Mugo Web main content.

eZ Publish DFS - high performance considerations when serving image aliases

By: Philipp Kamps | October 20, 2011 | eZ Publish development tips

This blog post is about how eZ Publish serves content images -- also called image aliases -- in a DFS cluster setup.  The eZ DFS setup is the recommended and most common solution for high traffic eZ Publish sites that are run off multiple servers.  However, it still has some room for improvement when it comes to serving images. In this post, we describe how eZ Publish currently serves image aliases, along with its downsides and some alternative approaches. At the end, we describe a possible implementation with some example performance gains.

How image alias serving currently works

A request for an image alias is first routed by an Apache rewrite rule:

RewriteRule ^/var/([^/]+/)?storage/images/.* /index_cluster.php [L]

index_cluster.php (and some other PHP scripts) first checks if the requested URI exists in the cluster database and if the image is still available (not removed or expired). (For more information about the eZ DFS cluster database, please see the documentation.)

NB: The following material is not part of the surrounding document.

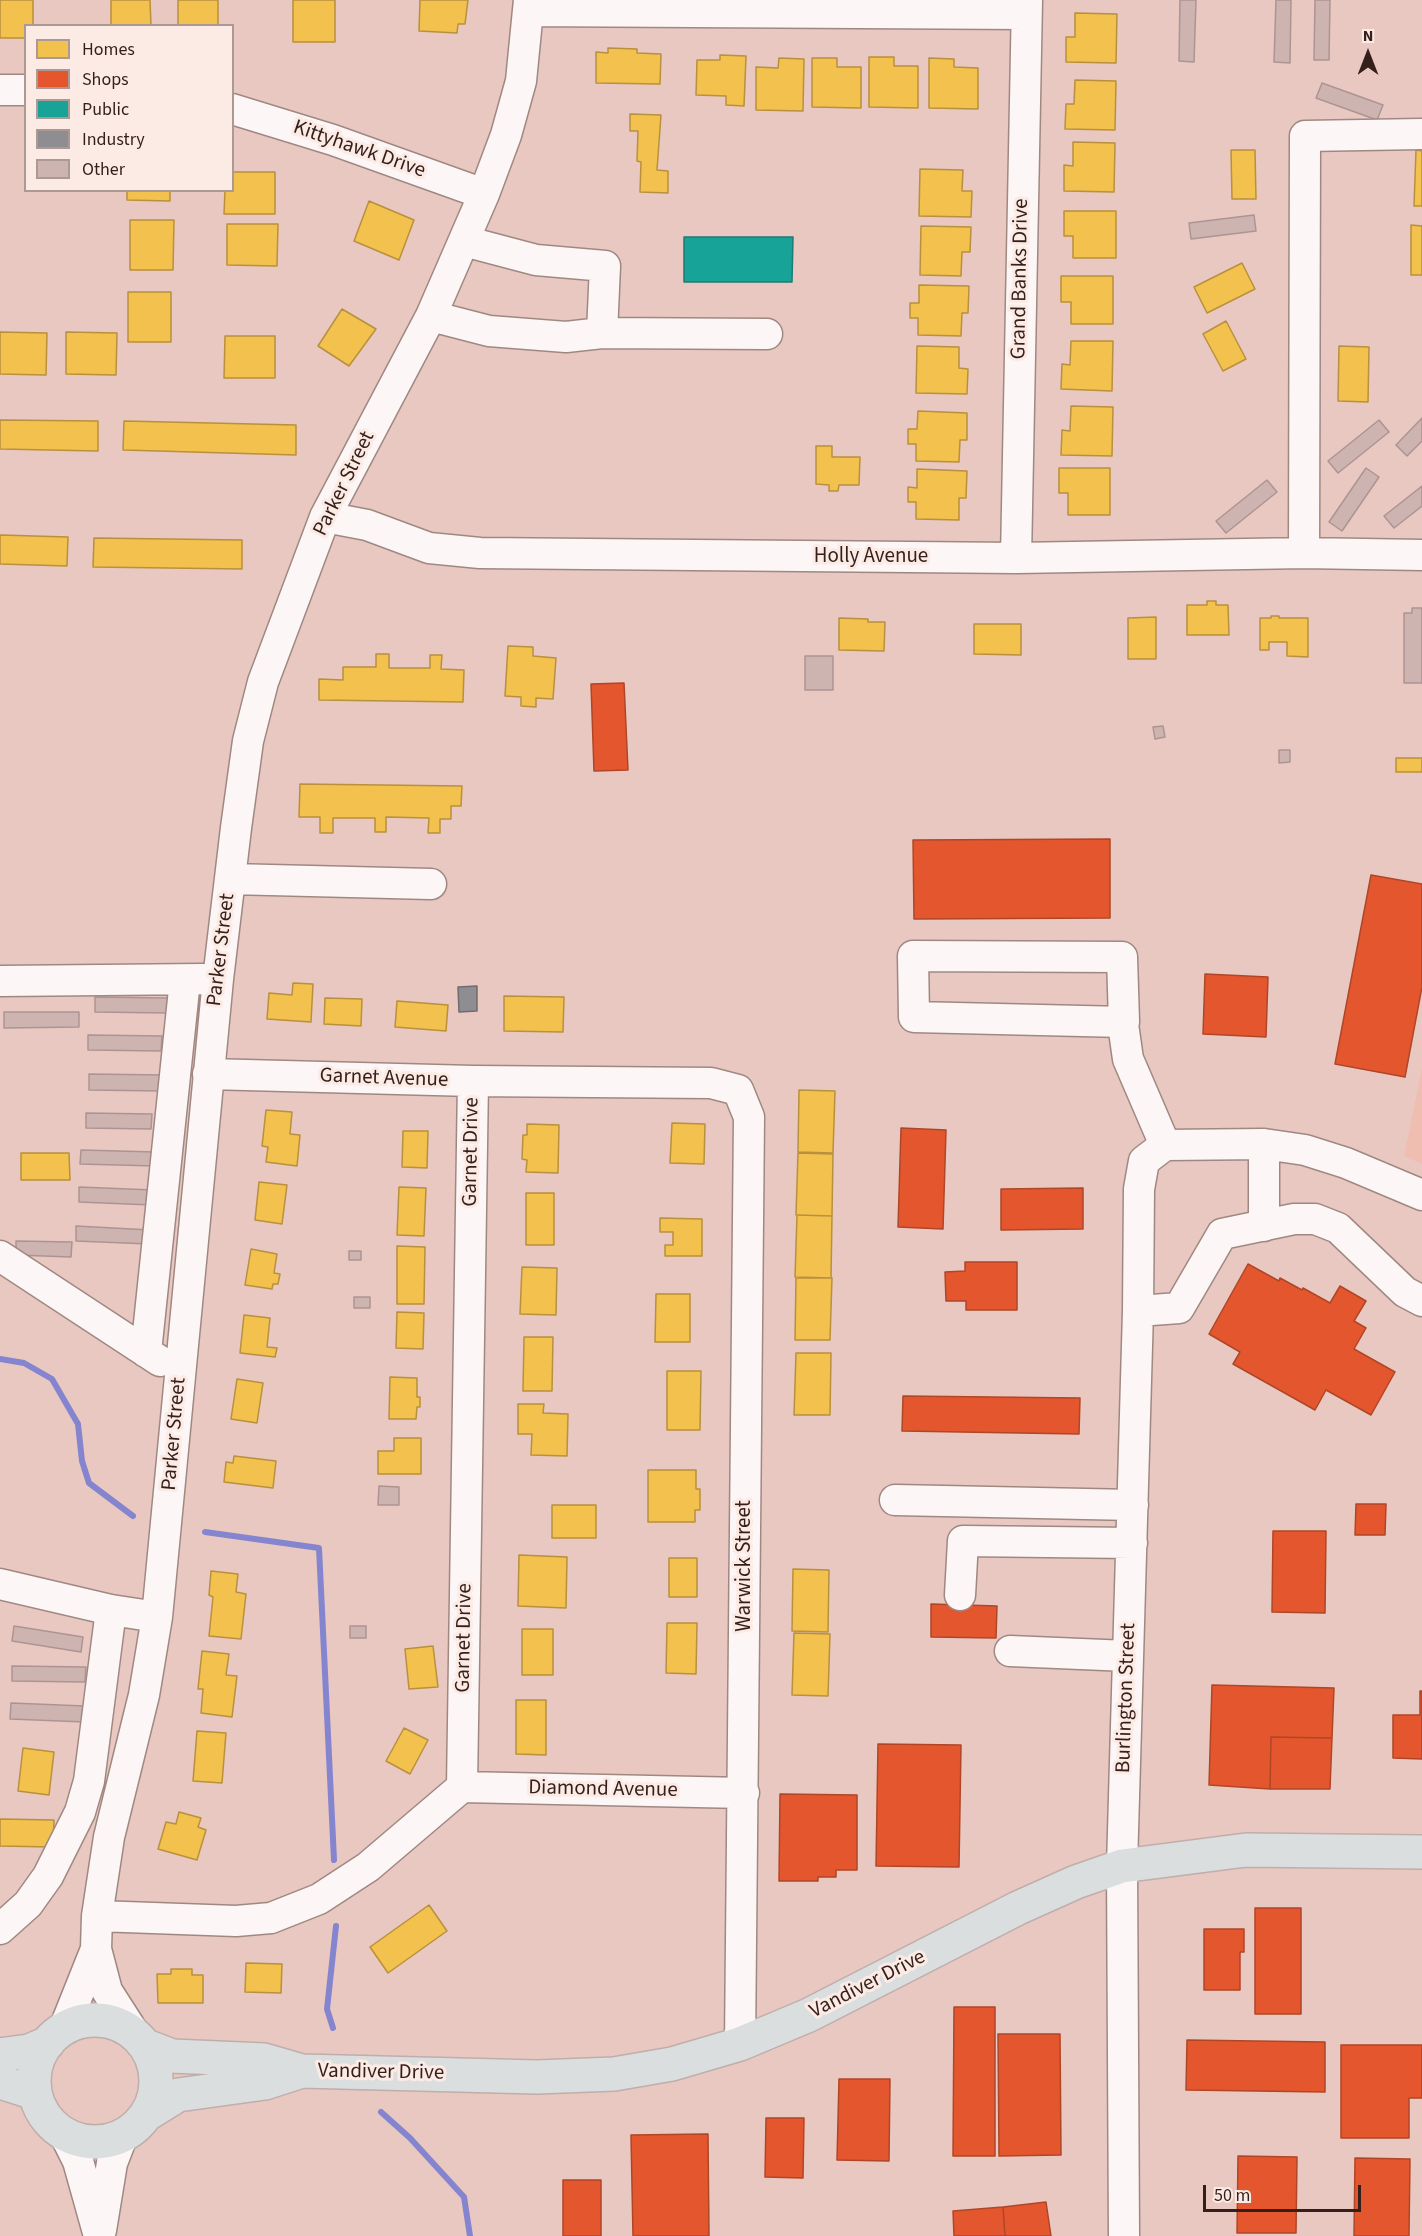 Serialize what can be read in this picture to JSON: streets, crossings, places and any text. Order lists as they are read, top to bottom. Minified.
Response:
{"streets":{"main road":["Vandiver Drive"],"street":["Kittyhawk Drive","Grand Banks Drive","Parker Street","Holly Avenue","Garnet Avenue","Garnet Drive","Warwick Street","Burlington Street","Diamond Avenue"]},"crossings":[["Kittyhawk Drive","Parker Street"],["Grand Banks Drive","Holly Avenue"],["Parker Street","Holly Avenue"],["Parker Street","Garnet Avenue"],["Parker Street","Vandiver Drive"],["Garnet Avenue","Garnet Drive"],["Garnet Avenue","Warwick Street"],["Garnet Drive","Diamond Avenue"],["Warwick Street","Diamond Avenue"],["Warwick Street","Vandiver Drive"],["Burlington Street","Vandiver Drive"]],"legend":["Homes","Shops","Public","Industry","Other"],"scale_bar":"50 m","north":"top"} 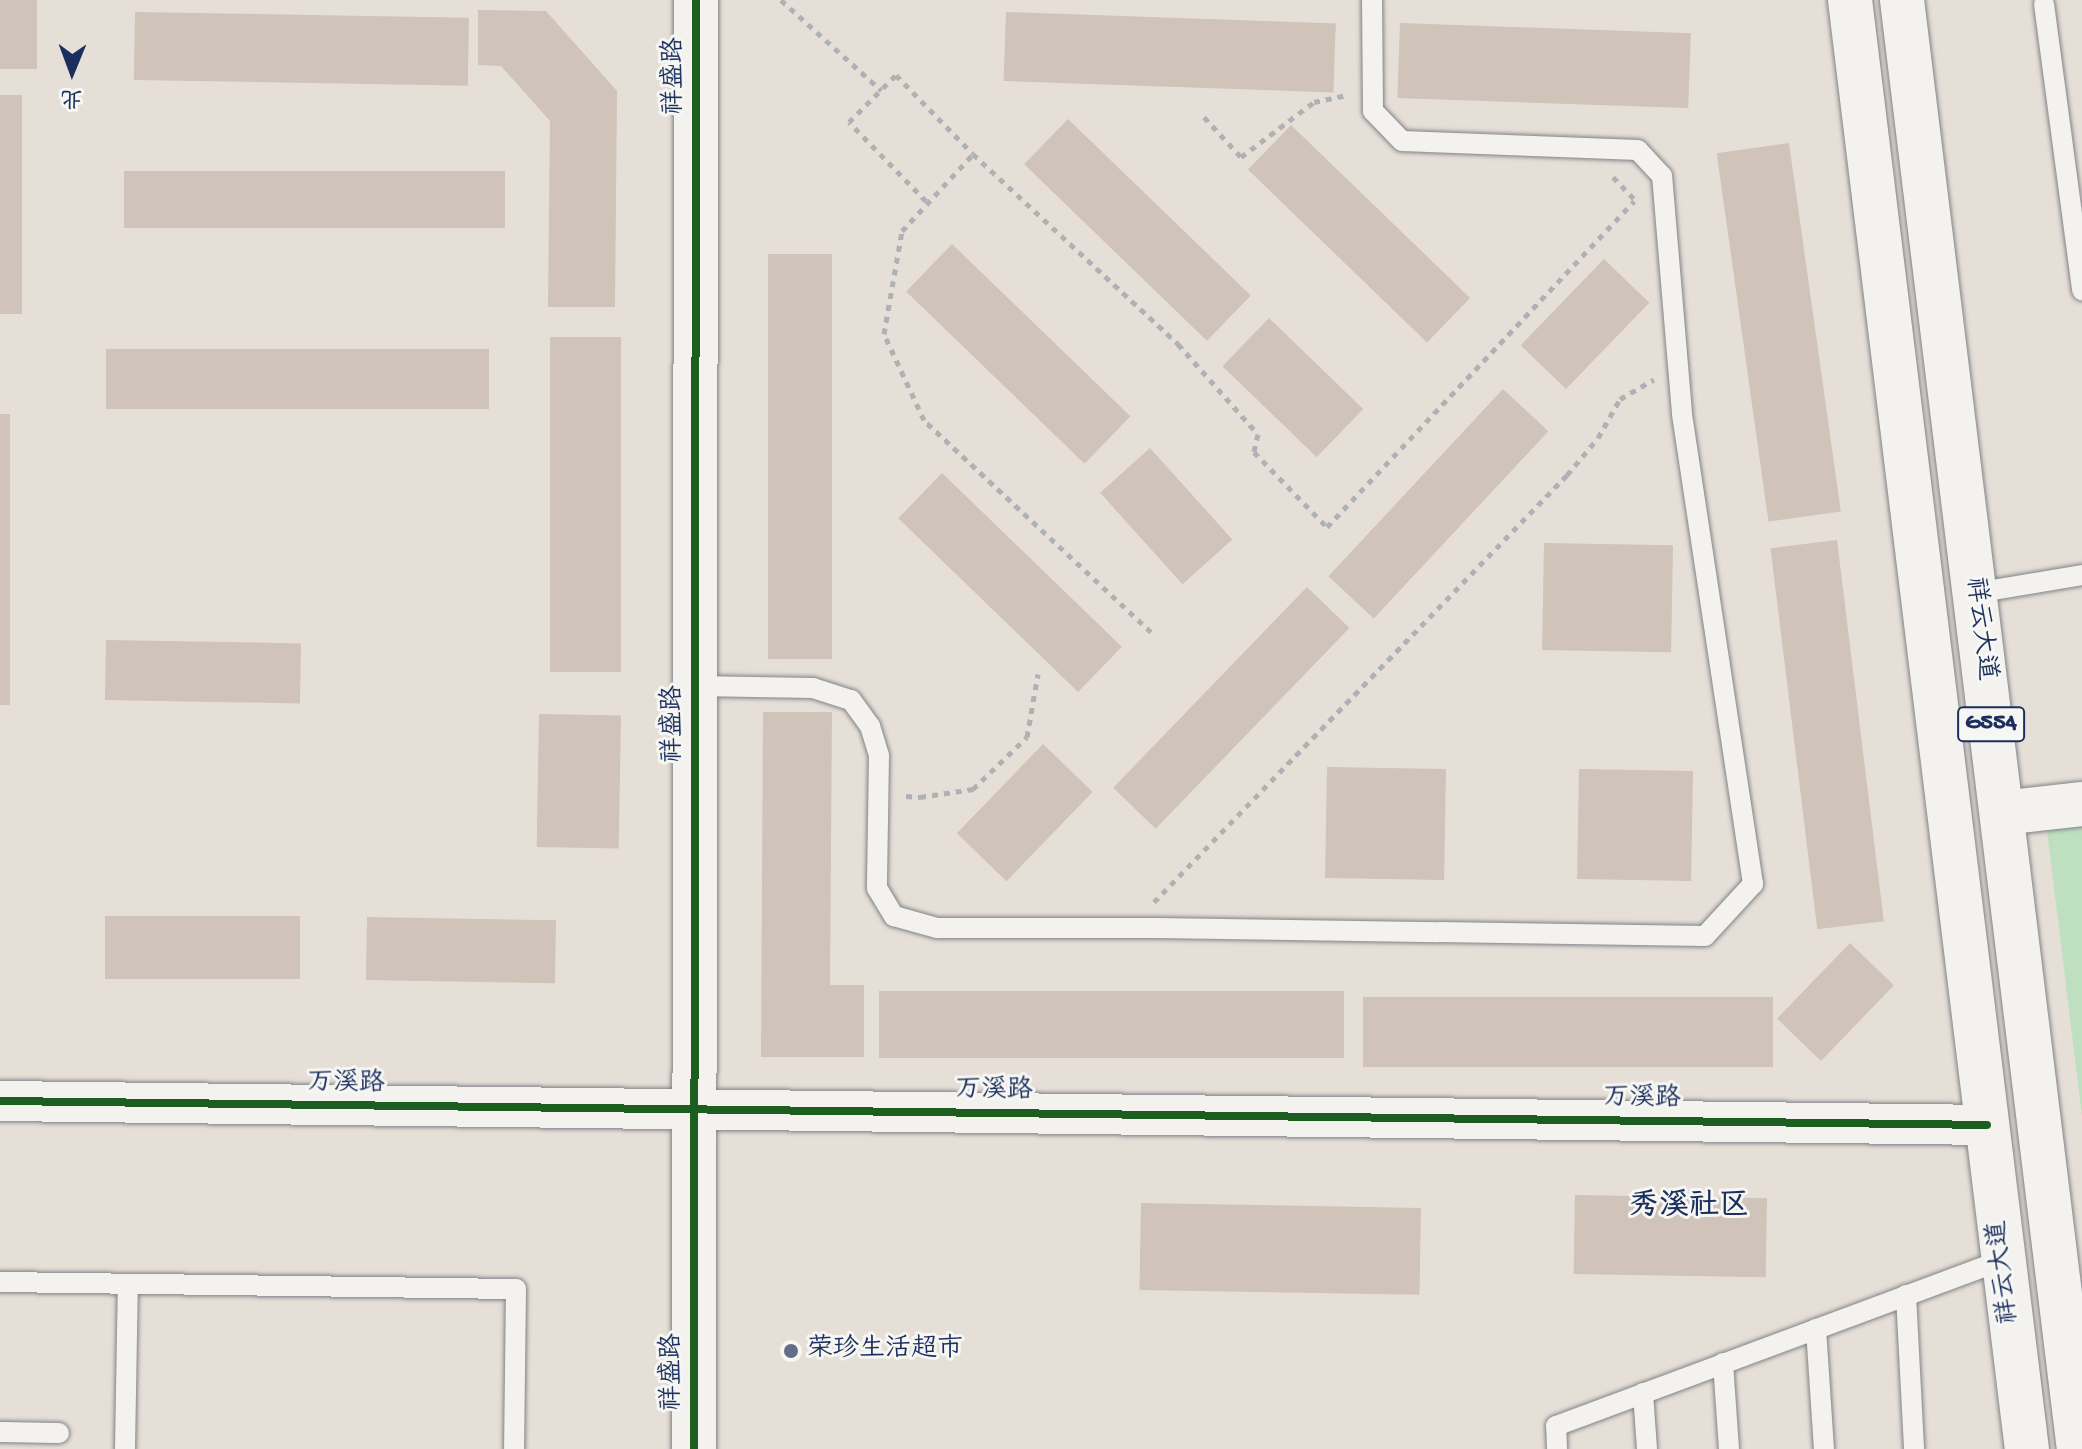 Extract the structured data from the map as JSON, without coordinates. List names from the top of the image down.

  • If a valid image alias is found in the cluster DB, the PHP script opens the image file on the shared file system (for example an NFS) and serves the file content (directly from the NFS).
  • If the image alias was not found, the script serves a 404 response.
  • If the image alias was removed, the script serves a 404 response.

Downsides

  • All images are served by reading the image files from the shared file system. In our tests, the file access to a shared file system can be 10 to 50 times slower than accessing the file from a local file system. The solution does not scale well because more than 3 to 4 web servers can probably saturate the performance of a shared file system; additional web servers will not add any additional performance when serving image aliases.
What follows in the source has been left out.